Even though a US person would have to pay taxes on his/her offshore income, is the tax due even if the income is not distributed or not repatriated? it depends on the type of income (royalty, financial income, services, etc), and business structure, etc.


Each type of income has their own treatment and rules to determine if such income would be taxed either once distributed, or taxed even if it was not distributed.


Postponing when the tax is due is tax deferral.


These rules are Subpart F, TCJA, Gilti, just to name a few.


Drastic approach

There are of course ways to escape the US tax system, once and for all, and that is giving up the US passport / citizenship. Of course this requires extreme measures like getting a second citizenship, new life, and all it comes when you move abroad and give up a US passport.


Other countries that have a similar tax system, like Canada, don't make you give up your passport or canadian citizenship, but you have to cut ties to Canada and perform an exit tax procedure to pay all tax due that may be accrued.

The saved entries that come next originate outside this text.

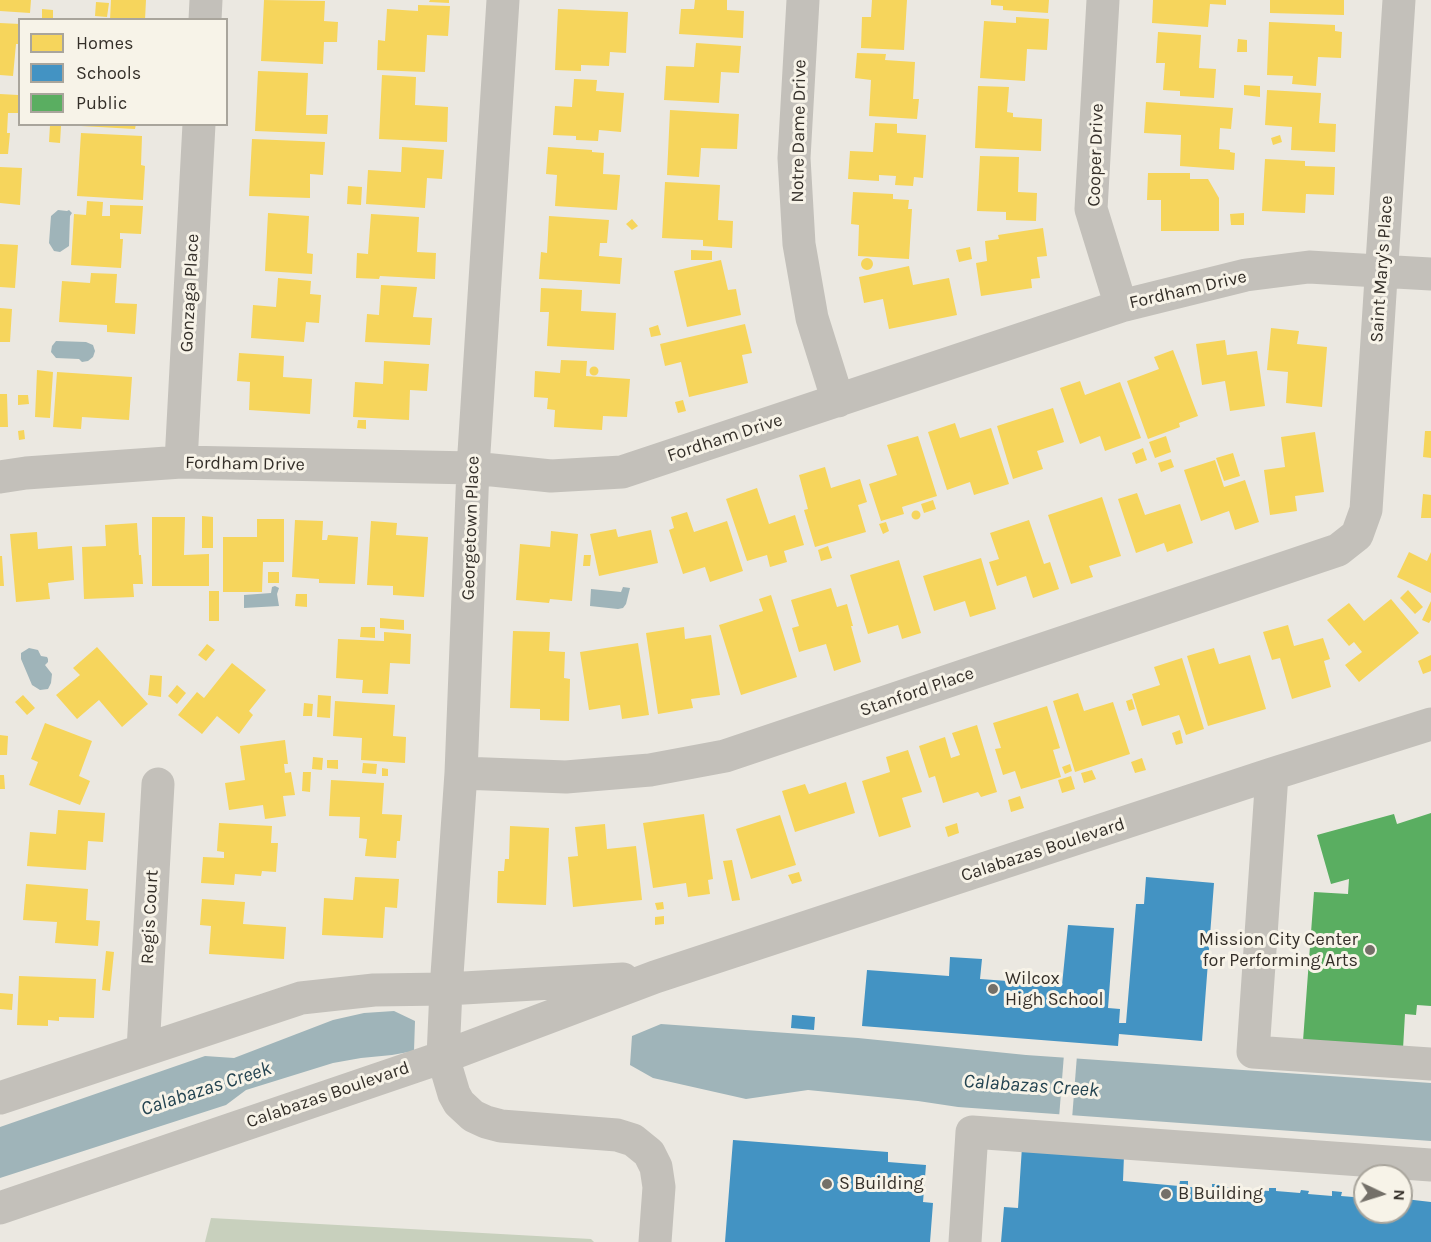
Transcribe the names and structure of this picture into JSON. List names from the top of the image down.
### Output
{
  "streets": {
    "street": [
      "Notre Dame Drive",
      "Cooper Drive",
      "Saint Mary's Place",
      "Fordham Drive",
      "Gonzaga Place",
      "Georgetown Place",
      "Stanford Place",
      "Calabazas Boulevard",
      "Regis Court"
    ]
  },
  "crossings": [
    ["Notre Dame Drive", "Fordham Drive"],
    ["Cooper Drive", "Fordham Drive"],
    ["Saint Mary's Place", "Fordham Drive"],
    ["Saint Mary's Place", "Stanford Place"],
    ["Fordham Drive", "Gonzaga Place"],
    ["Fordham Drive", "Georgetown Place"],
    ["Georgetown Place", "Stanford Place"],
    ["Georgetown Place", "Calabazas Boulevard"],
    ["Calabazas Boulevard", "Regis Court"]
  ],
  "water": ["Calabazas Creek"],
  "places": [
    "Mission City Center for Performing Arts",
    "Wilcox High School",
    "S Building",
    "B Building"
  ],
  "legend": ["Homes", "Schools", "Public"],
  "north": "right"
}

Uses of Offshore Companies


US persons can use offshore companies for international tax planning, international operations, asset protection, access to better business regulations, etcetera.


Offshore Bank accounts can also be used for asset protection purposes, to easily make or receive payments from clients,

Illegal means

People could also try to keep these offshore companies private by having a second passport, nominee shareholders, etc., in order to conceal the ownership, and these might work to evade taxes, among other things, but of course, if you get caught, you can guess what comes next.


The USA as a tax haven:

It sounds odd that even though the USA has a draconian tax system, it is a tax haven for non-resident foreigners, and it even ranks first in the financial secrecy index.


Disclaimer: the information contained herein is for information purposes only and nothing herein shall be considered or be a substitute of financial, tax, or legal advice.